• [DATA FOR REVIEW]:

········

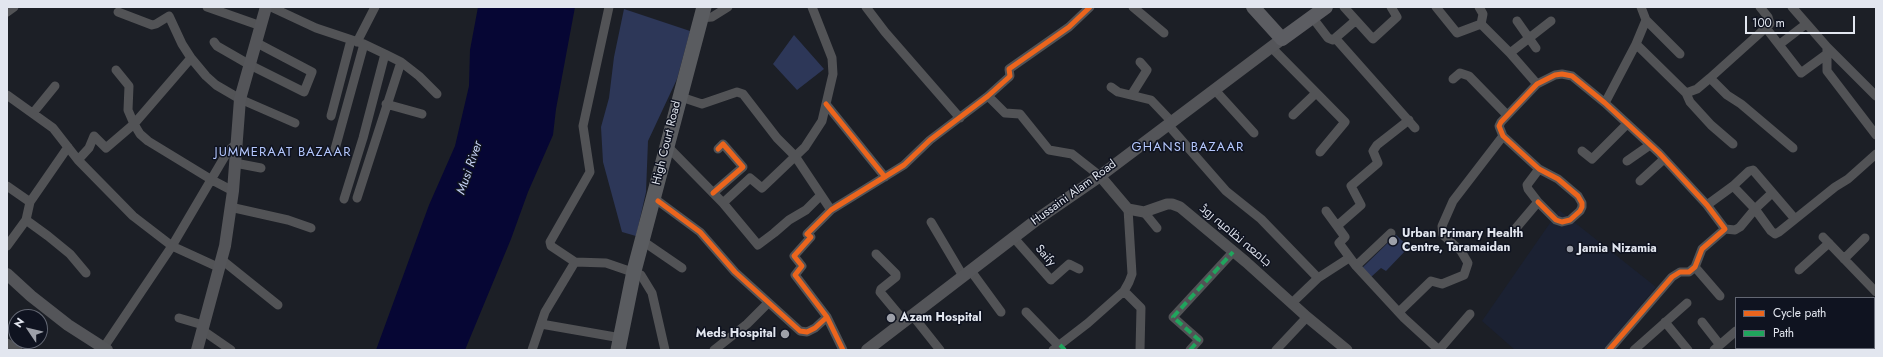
<!DOCTYPE html>
<html>
<head>
<meta charset="utf-8">
<style>
	body { margin:0 }
	#map { position:relative; width:1883px; height:357px; overflow:hidden; background:#1c1f26; font-family:Jost,sans-serif }
	canvas { display:block }
	.frame { position:absolute; inset:0; border:8px solid #e2e6ef; pointer-events:none }
	.legend { position:absolute; left:1735px; top:297px; width:140px; height:52px; box-sizing:border-box; background:#0f1320; border:1px solid #636773; margin:0; padding:5px 7px; list-style:none; font-size:12px; color:#e2e6ef }
	.legend li { display:flex; align-items:center; gap:8px; height:20px }
	.legend b { width:20px; border:1px solid #636773 }
	.north { position:absolute; left:8px; top:309px; width:40px; height:40px; box-sizing:border-box; background:#0f1320; border:1px solid #636773; border-radius:50%; rotate:305deg; font-size:11px; font-weight:700; line-height:16px; text-align:center; color:#e2e6ef }
	.north::after { content:''; display:block; margin:auto; width:14px; height:18px; background:#9da0a9; clip-path:polygon(50% 0,100% 100%,50% 72%,0 100%) }
	.scale { position:absolute; left:1745px; top:16px; width:110px; height:18px; box-sizing:border-box; border:2px solid #e2e6ef; border-top:0; padding-left:5px; font-size:12px; line-height:14px; white-space:nowrap; color:#e2e6ef; -webkit-text-stroke:3px #0f1320; paint-order:stroke }
</style>
</head>
<body>
<div id="map">
<canvas width="1883" height="357"></canvas>
<div class="frame"></div>
<ul class="legend">
<li><b style="height:5px;background:#eb651d"></b>Cycle path</li>
<li><b style="height:5px;background:#20a55d"></b>Path</li>
</ul>
<div class="north">N</div>
<div class="scale">100 m</div>
</div>
<script>
const context = document.querySelector('canvas').getContext('2d');
context.lineJoin = 'round';
function paint(path, color) { context.fillStyle = color; context.fill(path, 'evenodd'); }
const shape = rows => new Path2D(rows.map(r => 'M' + r).join(''));
function trace(path, color, width, dash) { context.strokeStyle = color; context.lineWidth = width; context.lineCap = dash ? 'butt' : 'round'; context.setLineDash(dash || []); context.stroke(path); }
function write(font, color, halo, rows, align = 'center') {
  context.font = font + ' Jost,Cairo,sans-serif'; context.lineWidth = 3; context.setLineDash([]); context.textBaseline = 'middle'; context.strokeStyle = halo; context.fillStyle = color; for (const [text, x, y, turn = 0] of rows) {
    context.save(); context.translate(x, y); context.rotate((+turn || 0) * Math.PI / 180); context.textAlign = isNaN(turn) ? turn : align; if (halo) context.strokeText(text, 0, 0); context.fillText(text, 0, 0); context.restore();
  }
}
paint(shape([
	[1559,210,1656,287,1603,350,1515,350,1482,321]
]), '#1b2132');
paint(shape([
	[624,9,690,31,677,79,648,141,646,192,636,236,622,232,603,162,601,127,609,98,614,57],
	[794,35,824,69,797,90,773,64],
	[1396,235,1408,246,1407,249,1386,271,1381,268,1371,277,1362,268]
]), '#2d3758');
paint(shape([
	[478,7,575,7,556,109,553,135,528,192,511,239,465,350,376,350,429,205,455,146,469,86,470,50]
]), '#060634');
trace(shape([
	[207,7,261,26],
	[271,7,316,28,364,44,385,54,363,138,344,199],
	[866,7,885,32,960,118],
	[1133,7,1164,33],
	[1344,7,1373,39,1397,17,1391,7],
	[1436,7,1457,33,1481,24,1483,14,1479,7],
	[1760,7,1768,17,1770,24,1710,78,1727,95,1741,104,1793,148],
	[1792,7,1827,47,1827,71,1876,135],
	[7,12,14,7],
	[118,12,152,25,156,24,169,16,182,44,191,58,206,76,216,85,240,99,295,123],
	[1312,17,1328,38,1333,40,1355,21],
	[700,18,712,17,728,7],
	[1646,20,1680,54],
	[1517,21,1536,48],
	[1481,24,1510,53,1537,84],
	[1766,28,1801,73,1827,54],
	[1336,39,1415,128],
	[214,42,217,46,250,65,304,92,312,72,257,43],
	[357,42,375,7],
	[1636,44,1686,93,1697,89,1710,78],
	[1780,44,1806,24],
	[1271,47,1345,122,1320,152],
	[1827,47,1876,96],
	[1510,53,1551,21],
	[401,62,419,76,437,94],
	[116,70,129,86,128,110,134,124,191,58],
	[1453,79,1460,73,1469,76,1507,115],
	[1111,87,1118,92,1151,100,1171,121],
	[1214,89,1254,133],
	[1686,93,1690,102,1711,125,1733,144],
	[1132,94,1147,70,1140,62],
	[7,95,53,128,78,160,133,216,172,246,220,268],
	[988,96,1005,113,1020,114,1049,150,1072,154,1100,176],
	[684,98,702,104,737,92,743,94,777,138,795,156,831,210],
	[1605,103,1636,44,1646,20,1641,7],
	[386,104,422,114],
	[826,104,885,177],
	[33,113,55,86],
	[1293,115,1316,93],
	[331,116,351,40],
	[1409,120,1377,145,1373,151,1378,163,1351,186,1361,205,1337,226,1345,237,1339,243,1356,266,1404,318,1439,350],
	[1163,128,1170,127,1226,191,1261,219,1318,278,1292,303],
	[335,149,364,44],
	[671,150,723,203,758,245,774,233,789,220,806,210,821,195],
	[1582,151,1592,159,1627,124],
	[78,160,89,148,94,136,106,148,134,124,140,134,148,141,212,180,233,191],
	[1627,161,1650,145],
	[235,163,261,168],
	[1640,181,1664,159],
	[7,186,30,202,68,147],
	[1733,186,1755,209,1771,231,1775,234,1779,232,1835,187,1848,179,1876,154],
	[713,193,743,167,723,144,718,149],
	[357,198,401,62,385,54],
	[658,201,700,232,735,272,800,331,807,332,815,328,827,317],
	[1538,202,1556,220,1562,222,1570,220,1580,211,1582,207,1582,203,1578,196,1558,179,1539,169,1503,136,1499,126,1501,122,1537,84,1555,75,1562,74,1572,76,1605,103,1659,153,1707,205,1725,229,1702,249,1695,267,1689,272,1680,272,1672,277,1609,350],
	[723,203,750,178,762,188,805,147,822,121,833,74,832,58,812,7],
	[1707,205,1733,186,1749,171,1753,170,1795,219],
	[230,207,288,220,311,228],
	[1326,211,1337,226],
	[1144,212,1157,228],
	[26,220,48,236,70,254,86,273],
	[931,222,963,276],
	[1725,229,1735,230,1740,227,1755,209,1772,193],
	[1511,234,1538,202,1528,189,1527,185,1539,169],
	[1823,237,1876,292],
	[1014,238,1051,280,1069,264,1079,269],
	[647,244,682,268],
	[7,246,26,220,30,202],
	[876,254,896,274,896,277,881,289,880,292,905,322],
	[1844,259,1865,238],
	[222,260,278,305],
	[575,262,551,246,550,242,590,172,583,126,609,7],
	[1356,266,1391,233],
	[1695,267,1720,296],
	[1799,270,1829,243],
	[971,271,1001,312],
	[1318,278,1349,258],
	[1124,291,1141,308,1140,350],
	[1026,312,1059,346],
	[1399,312,1431,281,1442,284,1464,275,1468,263,1461,251,1443,235,1442,226,1453,201,1503,136],
	[913,316,940,350],
	[179,318,203,325],
	[1665,322,1688,350],
	[1702,322,1720,345],
	[541,324,621,338],
	[202,330,231,350],
	[7,343,18,350],
	[1811,348,1812,350],
	[1864,348,1866,350],
	[102,350,172,246,228,151,237,143],
	[532,350,545,312,575,262,606,263,641,275,652,293,665,350],
	[714,350,747,324,768,303],
	[843,350,827,317,795,275,802,266,794,256,811,237,807,234,831,210,904,165,930,140,988,96,1008,78,1010,76,1009,69,1069,27,1090,7],
	[1053,350,1088,323,1124,291,1129,282,1132,274,1128,209],
	[1190,350,1199,340,1173,317,1233,252],
	[1276,350,1307,317],
	[1439,350,1470,314],
	[1634,350,1687,303],
	[1714,350,1736,331],
	[1746,350,1749,348]
]), '#525356', 9);
trace(shape([
	[1100,176,1128,209,1144,212,1167,204,1172,204,1180,207,1246,262,1307,317,1347,350]
]), '#525356', 11);
trace(shape([
	[7,274,31,296,68,325,107,350],
	[197,350,225,246,233,191,240,99,266,7],
	[867,350,1039,218,1100,176,1282,39]
]), '#545559', 12);
trace(shape([
	[1253,7,1282,39,1326,7]
]), '#5c5d62', 14);
trace(shape([
	[618,350,634,271,704,7]
]), '#5a5c60', 15);
trace(shape([
	[1060,345,1065,350],
	[1190,350,1199,340,1173,317,1233,252]
]), '#20a55d', 4, [8, 4]);
trace(shape([
	[826,104,885,177],
	[713,193,743,167,723,144,718,149],
	[658,201,700,232,735,272,800,331,807,332,815,328,827,317],
	[1538,202,1556,220,1562,222,1570,220,1580,211,1582,207,1582,203,1578,196,1558,179,1539,169,1503,136,1499,126,1501,122,1537,84,1555,75,1562,74,1572,76,1605,103,1659,153,1707,205,1725,229,1702,249,1695,267,1689,272,1680,272,1672,277,1609,350],
	[843,350,827,317,795,275,802,266,794,256,811,237,807,234,831,210,904,165,930,140,988,96,1008,78,1010,76,1009,69,1069,27,1090,7]
]), '#eb651d', 5);
for (const [x, y, r, color] of [
	[1393,241,5,"#9da0a9"],
	[1570,249,4,"#9da0a9"],
	[891,318,5,"#9da0a9"],
	[785,334,5,"#9da0a9"]
]) { const dot = new Path2D(); dot.arc(x, y, r, 0, 2 * Math.PI); context.fillStyle = color; context.fill(dot); trace(dot, '#0f1320', 1.5); }
write('12px', '#e2e6ef', '#0f1320', [
	["High Court Road",667,143,-76],
	["Hussaini Alam Road",1074,193,-36],
	["جامعہ نظامیہ روڈ",1235,236,40],
	["Saify",1045,256,49]
]);
write('bold 12px', '#e2e6ef', '#0f1320', [
	["Urban Primary Health",1402,234],
	["Centre, Taramaidan",1402,248],
	["Jamia Nizamia",1578,249],
	["Azam Hospital",900,318],
	["Meds Hospital",776,334,"right"]
], 'left');
context.letterSpacing = '1px';
write('13px', '#b4c7fd', '#0f1320', [
	["GHANSI BAZAAR",1188,148],
	["JUMMERAAT BAZAAR",283,153]
]);
context.letterSpacing = '0px';
write('italic 13px', '#c4d0f2', '#0f1320', [
	["Musi River",470,168,-71]
]);
</script>
</body>
</html>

········

• [WHAT IS NEEDED]:
Among the lines above, list those that contain the word "legend".

• [RESPONSE AREA]:
	.legend { position:absolute; left:1735px; top:297px; width:140px; height:52px; box-sizing:border-box; background:#0f1320; border:1px solid #636773; margin:0; padding:5px 7px; list-style:none; font-size:12px; color:#e2e6ef }
	.legend li { display:flex; align-items:center; gap:8px; height:20px }
	.legend b { width:20px; border:1px solid #636773 }
<ul class="legend">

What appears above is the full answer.